**What is needed:**
Starting at the top of the records below, write out each line exactly as it stands, stopping after the line with "position:absolute; left:24px; top:2257px;"; exclude the pictures.

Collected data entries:

= Beginning of Section =

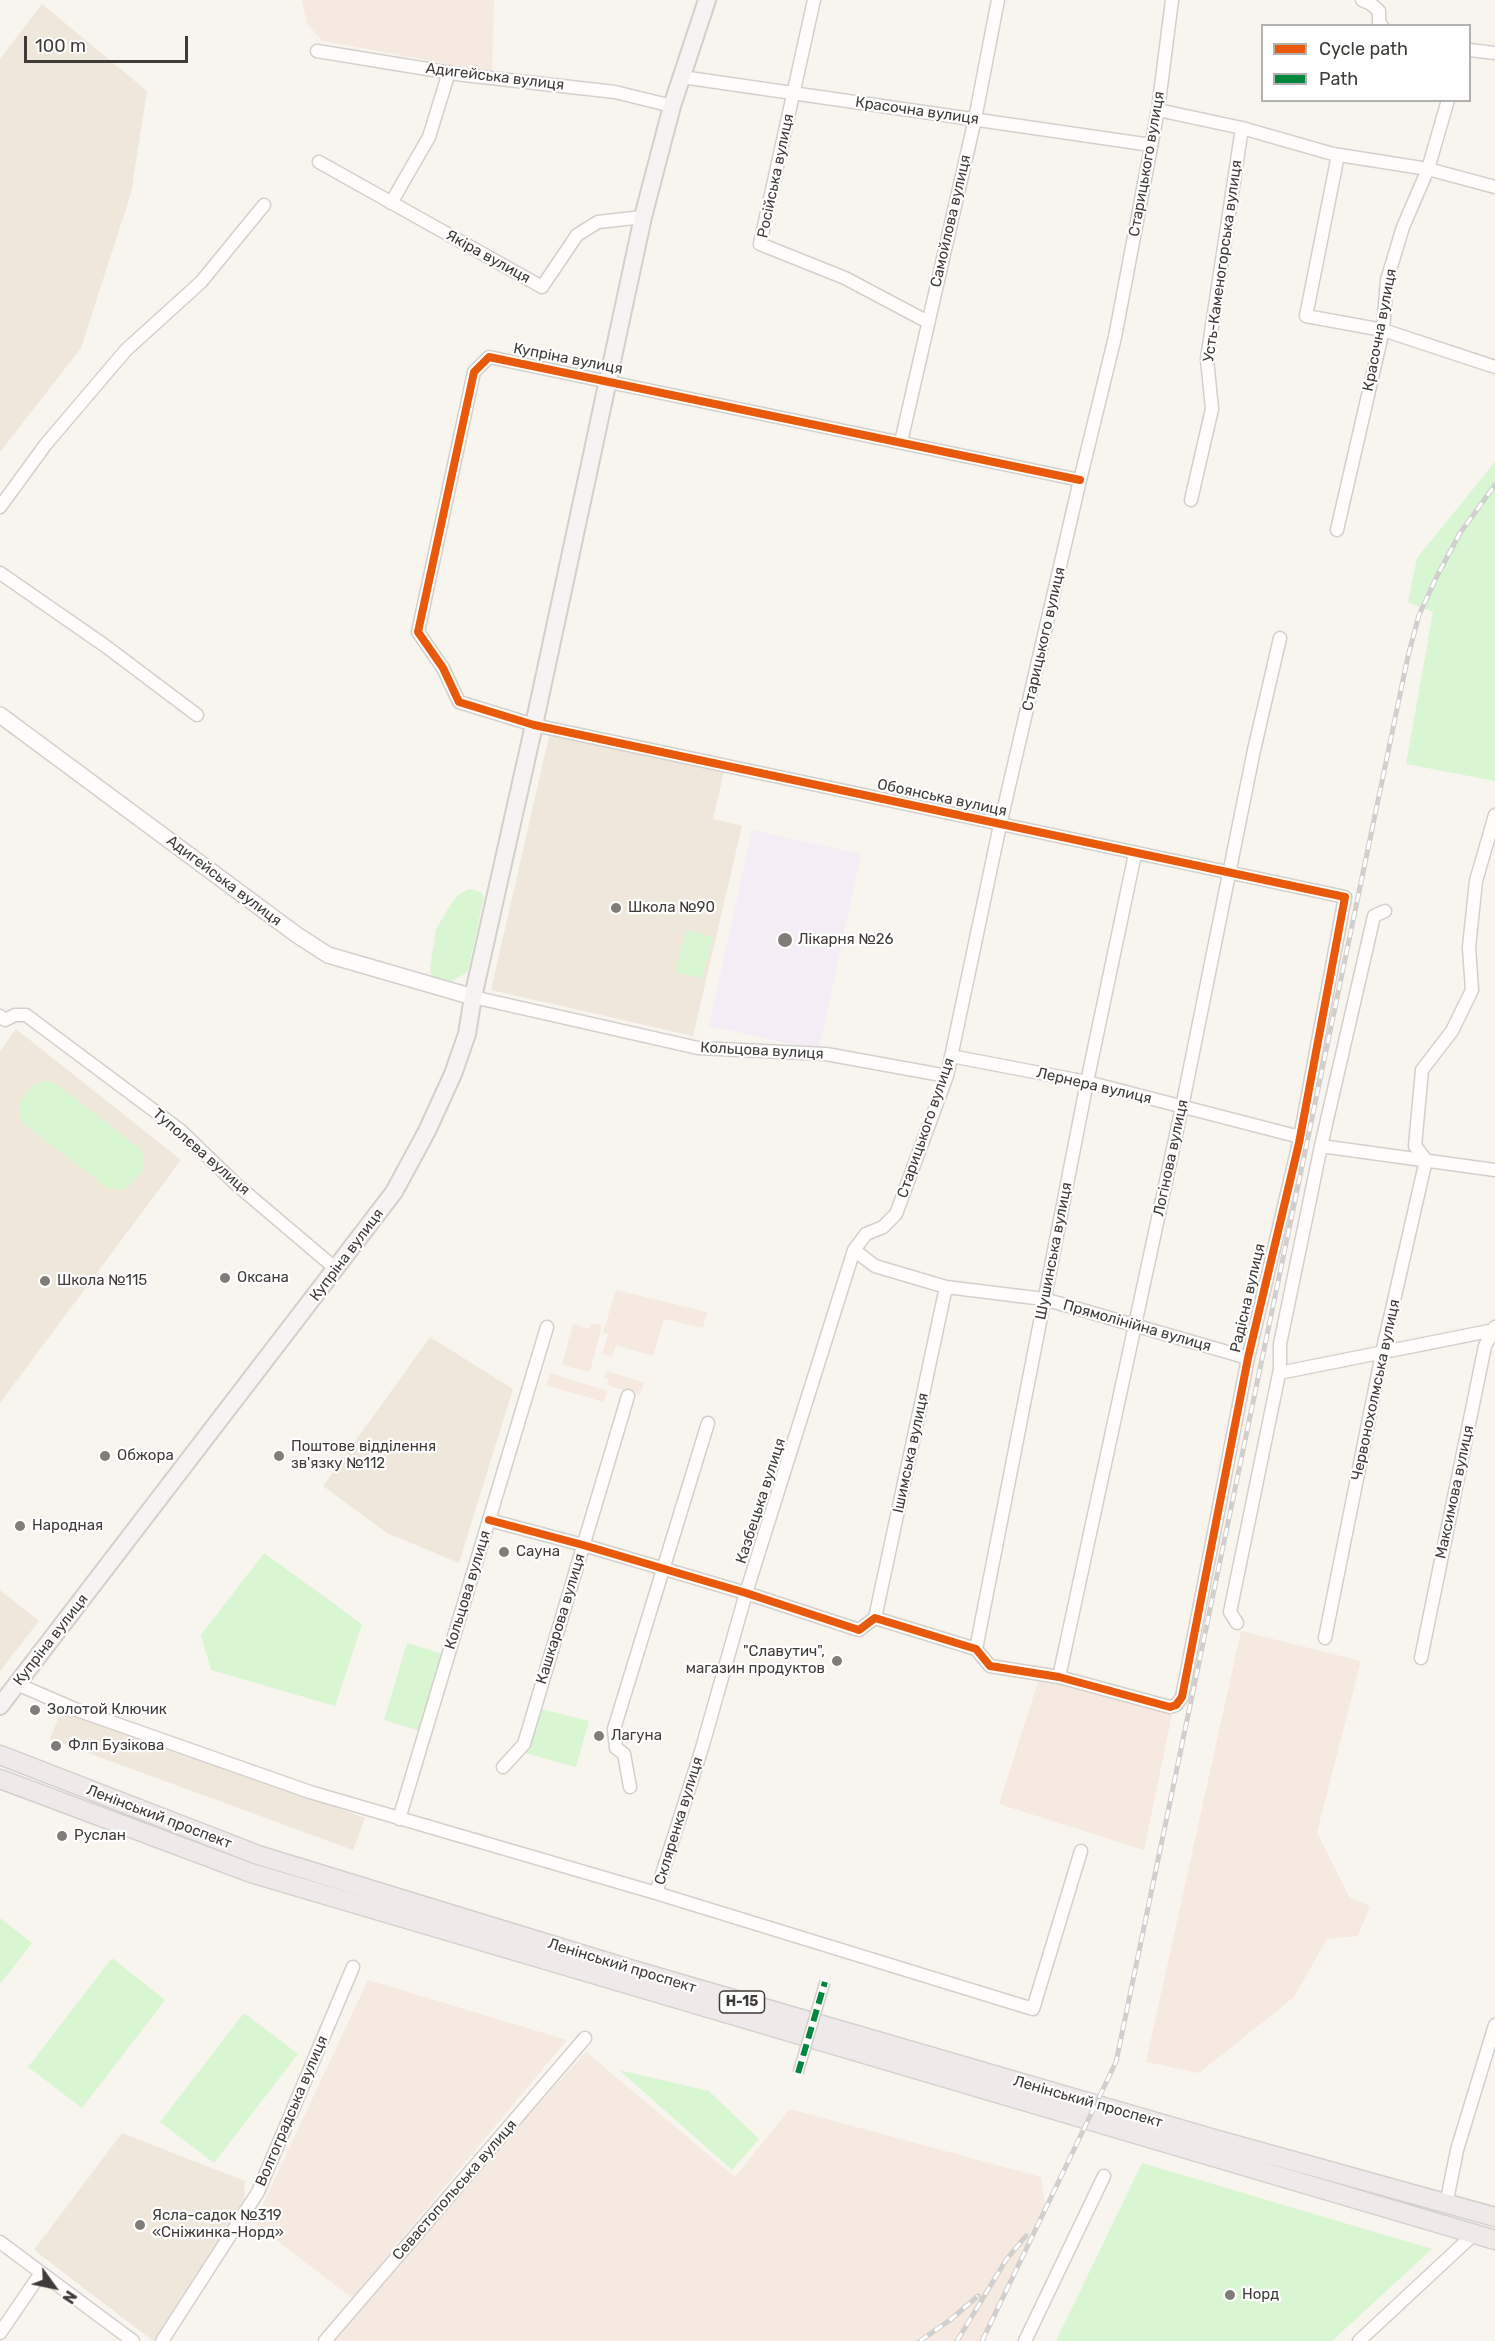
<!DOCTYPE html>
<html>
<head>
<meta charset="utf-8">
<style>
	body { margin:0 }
	#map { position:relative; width:1495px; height:2341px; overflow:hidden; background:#f8f4ee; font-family:Rubik,sans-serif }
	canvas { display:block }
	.legend { position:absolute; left:1261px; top:24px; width:210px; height:78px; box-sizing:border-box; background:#fff; border:2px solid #b2b1af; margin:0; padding:8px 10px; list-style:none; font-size:18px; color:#3f3c38 }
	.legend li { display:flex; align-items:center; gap:12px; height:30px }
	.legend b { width:30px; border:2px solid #b2b1af }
	.north { position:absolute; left:24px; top:2257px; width:60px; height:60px; -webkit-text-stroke:4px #fff; paint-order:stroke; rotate:123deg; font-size:16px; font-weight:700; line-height:24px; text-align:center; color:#3f3c38 }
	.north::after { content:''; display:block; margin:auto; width:21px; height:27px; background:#3f3c38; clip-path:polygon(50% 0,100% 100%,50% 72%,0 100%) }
	.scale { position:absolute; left:24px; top:36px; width:164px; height:27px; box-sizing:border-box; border:3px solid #3f3c38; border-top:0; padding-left:8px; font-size:18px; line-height:21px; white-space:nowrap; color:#3f3c38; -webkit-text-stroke:4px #fff; paint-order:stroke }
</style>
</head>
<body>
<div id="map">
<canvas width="1495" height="2341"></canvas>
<ul class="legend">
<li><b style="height:8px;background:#e8590c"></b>Cycle path</li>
<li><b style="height:8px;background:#00873e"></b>Path</li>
</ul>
<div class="north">N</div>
<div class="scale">100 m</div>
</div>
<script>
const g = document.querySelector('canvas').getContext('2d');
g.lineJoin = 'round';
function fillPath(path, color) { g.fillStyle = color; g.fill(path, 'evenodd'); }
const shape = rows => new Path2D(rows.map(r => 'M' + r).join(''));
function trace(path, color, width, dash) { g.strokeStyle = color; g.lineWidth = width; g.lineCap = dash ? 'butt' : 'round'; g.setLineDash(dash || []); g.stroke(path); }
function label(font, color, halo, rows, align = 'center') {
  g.font = font + ' Rubik,sans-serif'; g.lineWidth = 4.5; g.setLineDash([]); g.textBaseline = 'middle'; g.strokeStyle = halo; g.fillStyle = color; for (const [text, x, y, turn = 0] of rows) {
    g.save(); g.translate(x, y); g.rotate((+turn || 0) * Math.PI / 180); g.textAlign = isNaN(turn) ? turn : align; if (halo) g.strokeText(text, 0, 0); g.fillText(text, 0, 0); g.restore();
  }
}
const built = shape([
	[42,4,147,91,131,193,81,348,0,452,0,59],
	[550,732,724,772,713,819,742,826,693,1036,491,990],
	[16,1029,181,1160,0,1403,0,1051],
	[430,1337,513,1389,459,1563,387,1533,323,1486],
	[0,1590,39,1621,0,1671],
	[62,1708,365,1818,353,1850,50,1739],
	[122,2133,245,2181,244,2201,153,2341,34,2250]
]);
const industrial = shape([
	[302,0,494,0,492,72,323,41,307,24],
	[616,1290,707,1312,703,1328,664,1319,653,1356,616,1345,612,1357,602,1354,608,1334,603,1333],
	[591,1323,602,1325,590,1372,562,1365,573,1324,590,1329],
	[606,1371,644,1382,640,1395,607,1385,609,1380,604,1378],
	[550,1373,607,1391,604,1402,546,1385],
	[1241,1631,1361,1661,1317,1832,1350,1898,1370,1906,1358,1936,1327,1939,1294,1997,1199,2073,1146,2062],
	[1039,1679,1172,1714,1144,1850,999,1804],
	[368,1980,567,2040,352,2298,254,2223],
	[586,2052,735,2177,790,2109,1041,2177,1045,2205,980,2341,326,2341,356,2304]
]);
const medical = shape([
	[752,830,861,854,819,1050,709,1026]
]);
const green = shape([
	[1495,462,1495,781,1406,764,1433,612,1408,602,1417,558],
	[469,889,481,892,484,897,469,967,466,973,448,984,436,981,432,977,430,968,436,929,451,904,458,895],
	[686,930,713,937,702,978,676,972],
	[45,1081,55,1083,139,1148,143,1154,143,1168,139,1175,129,1186,122,1190,108,1188,23,1123,20,1116,19,1104,33,1085],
	[264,1553,362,1624,335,1706,211,1670,201,1635],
	[407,1643,443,1654,420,1731,384,1720],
	[537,1708,589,1721,576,1767,525,1753],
	[0,1918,32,1943,0,1984],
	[112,1958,165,2000,82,2108,28,2067],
	[244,2013,298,2054,214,2163,160,2122],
	[619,2070,709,2091,759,2139,732,2170],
	[1142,2163,1432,2249,1332,2341,1056,2341]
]);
const minor = shape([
	[814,0,760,244,845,278,928,322],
	[1362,0,1371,4,1379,11,1379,22,1382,26],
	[1470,50,1495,53],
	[317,51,464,75,615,92,672,106],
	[682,77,1151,145],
	[1158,110,1242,128,1333,154,1428,169,1495,187],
	[1338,155,1306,316,1383,330,1495,367],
	[319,162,542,287,577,235,598,222,643,217],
	[391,203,429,137,449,72],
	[901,442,975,119,998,0],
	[1191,500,1212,409,1207,359,1242,128],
	[0,507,46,444,126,350,201,282,264,205],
	[1337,530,1383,330,1387,280,1403,227,1428,169,1448,100],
	[0,573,104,645,197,715],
	[473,997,698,1048,826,1054,947,1076],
	[0,1016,5,1020,15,1015,26,1015,180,1130,237,1185,336,1269],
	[951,1056,1087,1082,1300,1137,1299,1143],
	[1321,1146,1495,1170],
	[854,1250,875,1266,946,1287,1044,1299,1248,1358],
	[1279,1373,1494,1330],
	[489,1520,583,1545,746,1593,859,1630,875,1618,976,1649,990,1666,1059,1677,1170,1707,1176,1705,1182,1697,1248,1358,1299,1143,1345,897,534,725,459,702,443,668,418,632,474,372,489,357,1080,480],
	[875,1618,946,1287],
	[1237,1623,1230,1612,1280,1369,1280,1344,1321,1146,1374,916,1385,911],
	[1325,1638,1384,1344,1426,1160,1415,1146,1422,1070,1452,1031,1472,990,1469,947,1476,881,1495,815],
	[976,1649,1087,1082,1135,854],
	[1421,1658,1485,1346,1495,1327],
	[1059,1677,1182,1107,1254,750,1280,638],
	[17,1684,77,1710,310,1792,656,1893,1033,2009,1081,1851],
	[503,1767,524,1744,628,1396],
	[630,1787,624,1754,616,1748,614,1729,708,1423],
	[399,1819,547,1327],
	[656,1893,702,1748,746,1593,854,1250,866,1234,883,1227,896,1214,947,1076,1000,825,1080,480,1115,337,1158,110,1172,0],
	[1446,2205,1457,2150,1495,2025],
	[0,2242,133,2341],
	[0,2333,41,2273],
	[162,2341,258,2192,353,1967],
	[325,2341,585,2038],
	[1025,2341,1104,2176],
	[1359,2341,1473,2235]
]);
const tertiary = shape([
	[0,715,297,935,328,955,473,997]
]);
const secondary = shape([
	[0,1706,394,1192,427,1131,453,1074,467,1034,473,997,534,725,643,217,672,106,707,0]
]);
const primary = shape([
	[0,1755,258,1855,630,1969,1211,2138,1495,2217],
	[0,1779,251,1873,1495,2240]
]);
const rail = shape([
	[920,2341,950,2320,978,2296],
	[957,2341,1006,2260,1026,2236],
	[982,2341,1116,2062,1408,656,1419,615,1437,576,1460,533,1495,485]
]);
const pedestrianBridge = shape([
	[798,2073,825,1982]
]);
const quiet = shape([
	[798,2073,825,1982]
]);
const cycleway = shape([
	[489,1520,583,1545,746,1593,859,1630,875,1618,976,1649,990,1666,1059,1677,1170,1707,1176,1705,1182,1697,1248,1358,1299,1143,1345,897,534,725,459,702,443,668,418,632,474,372,489,357,1080,480]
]);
const markers = [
	[616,908,6,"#807c78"],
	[785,940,8,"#807c78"],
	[225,1278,6,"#807c78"],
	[45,1281,6,"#807c78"],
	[105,1456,6,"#807c78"],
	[279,1456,6,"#807c78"],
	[20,1526,6,"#807c78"],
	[504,1552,6,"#807c78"],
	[837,1661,6,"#807c78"],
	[35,1710,6,"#807c78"],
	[599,1736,6,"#807c78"],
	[56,1746,6,"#807c78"],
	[62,1836,6,"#807c78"],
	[140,2225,6,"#807c78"],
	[1230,2295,6,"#807c78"]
];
const shields = [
	[742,2002,45]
];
const shieldNames = [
	["Н-15",742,2002]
];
const streetNames = [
	["Адигейська вулиця",495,77,7],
	["Красочна вулиця",917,111,8],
	["Старицького вулиця",1147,164,-80],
	["Російська вулиця",776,176,-78],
	["Самойлова вулиця",951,221,-77],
	["Якіра вулиця",488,257,29],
	["Усть-Каменогорська вулиця",1223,261,-82],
	["Красочна вулиця",1380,330,-79],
	["Купріна вулиця",568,359,11],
	["Старицького вулиця",1044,639,-77],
	["Обоянська вулиця",942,798,12],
	["Адигейська вулиця",224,881,37],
	["Кольцова вулиця",762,1051,3],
	["Лернера вулиця",1094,1086,13],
	["Старицького вулиця",926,1128,-71],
	["Туполєва вулиця",201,1152,41],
	["Логінова вулиця",1171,1158,-78],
	["Шушинська вулиця",1054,1251,-79],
	["Купріна вулиця",347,1255,-53],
	["Радісна вулиця",1248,1298,-77],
	["Прямолінійна вулиця",1137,1326,16],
	["Червонохолмська вулиця",1376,1390,-78],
	["Ішимська вулиця",911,1453,-78],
	["Максимова вулиця",1455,1492,-78],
	["Казбецька вулиця",761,1501,-72],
	["Кольцова вулиця",468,1590,-73],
	["Кашкарова вулиця",561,1619,-73],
	["Купріна вулиця",51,1640,-52],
	["Ленінський проспект",159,1817,21],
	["Скляренка вулиця",679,1821,-73],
	["Ленінський проспект",622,1966,17],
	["Ленінський проспект",1088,2102,16],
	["Волгоградська вулиця",292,2111,-67],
	["Севастопольська вулиця",455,2190,-49]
];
const poiNames = [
	["Школа №90",628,908],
	["Лікарня №26",798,940],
	["Оксана",237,1278],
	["Школа №115",57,1281],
	["Поштове відділення",291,1447],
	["зв'язку №112",291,1464],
	["Обжора",117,1456],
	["Народная",32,1526],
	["Сауна",516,1552],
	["\"Славутич\",",825,1652,"right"],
	["магазин продуктов",825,1669,"right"],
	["Золотой Ключик",47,1710],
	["Лагуна",611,1736],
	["Флп Бузікова",68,1746],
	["Руслан",74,1836],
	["Ясла-садок №319",152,2216],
	["«Сніжинка-Норд»",152,2233],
	["Норд",1242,2295]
];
fillPath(built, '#f0e7db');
fillPath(industrial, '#f6e9df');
fillPath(medical, '#f4edf6');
fillPath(green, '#d8f6d2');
trace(minor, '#d3d0cc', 15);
trace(tertiary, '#d3d0cc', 18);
trace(secondary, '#d3d0cc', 20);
trace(primary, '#d2d0cd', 21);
trace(minor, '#fefdfc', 12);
trace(tertiary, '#fefdfc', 15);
trace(secondary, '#f6f3f2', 16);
trace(primary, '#efe9e9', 18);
trace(rail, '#d0cfcd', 5);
trace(rail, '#fff', 3, [9]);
trace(pedestrianBridge, '#d3d0cc', 12, []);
trace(pedestrianBridge, '#fefdfc', 9);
trace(quiet, '#00873e', 6, [12, 6]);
trace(cycleway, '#e8590c', 8);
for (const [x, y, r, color] of markers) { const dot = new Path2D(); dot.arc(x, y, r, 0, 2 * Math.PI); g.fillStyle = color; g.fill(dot); trace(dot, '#fff', 2); }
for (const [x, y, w] of shields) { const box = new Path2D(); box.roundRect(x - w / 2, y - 11, w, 22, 4.5); g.fillStyle = '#fff'; g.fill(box); trace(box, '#3f3c38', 1.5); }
label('bold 14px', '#3f3c38', null, shieldNames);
label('15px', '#3f3c38', '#fff', streetNames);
label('15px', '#3f3c38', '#fff', poiNames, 'left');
</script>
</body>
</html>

= End of Section =

**Reply to the exercise:**
<!DOCTYPE html>
<html>
<head>
<meta charset="utf-8">
<style>
	body { margin:0 }
	#map { position:relative; width:1495px; height:2341px; overflow:hidden; background:#f8f4ee; font-family:Rubik,sans-serif }
	canvas { display:block }
	.legend { position:absolute; left:1261px; top:24px; width:210px; height:78px; box-sizing:border-box; background:#fff; border:2px solid #b2b1af; margin:0; padding:8px 10px; list-style:none; font-size:18px; color:#3f3c38 }
	.legend li { display:flex; align-items:center; gap:12px; height:30px }
	.legend b { width:30px; border:2px solid #b2b1af }
	.north { position:absolute; left:24px; top:2257px; width:60px; height:60px; -webkit-text-stroke:4px #fff; paint-order:stroke; rotate:123deg; font-size:16px; font-weight:700; line-height:24px; text-align:center; color:#3f3c38 }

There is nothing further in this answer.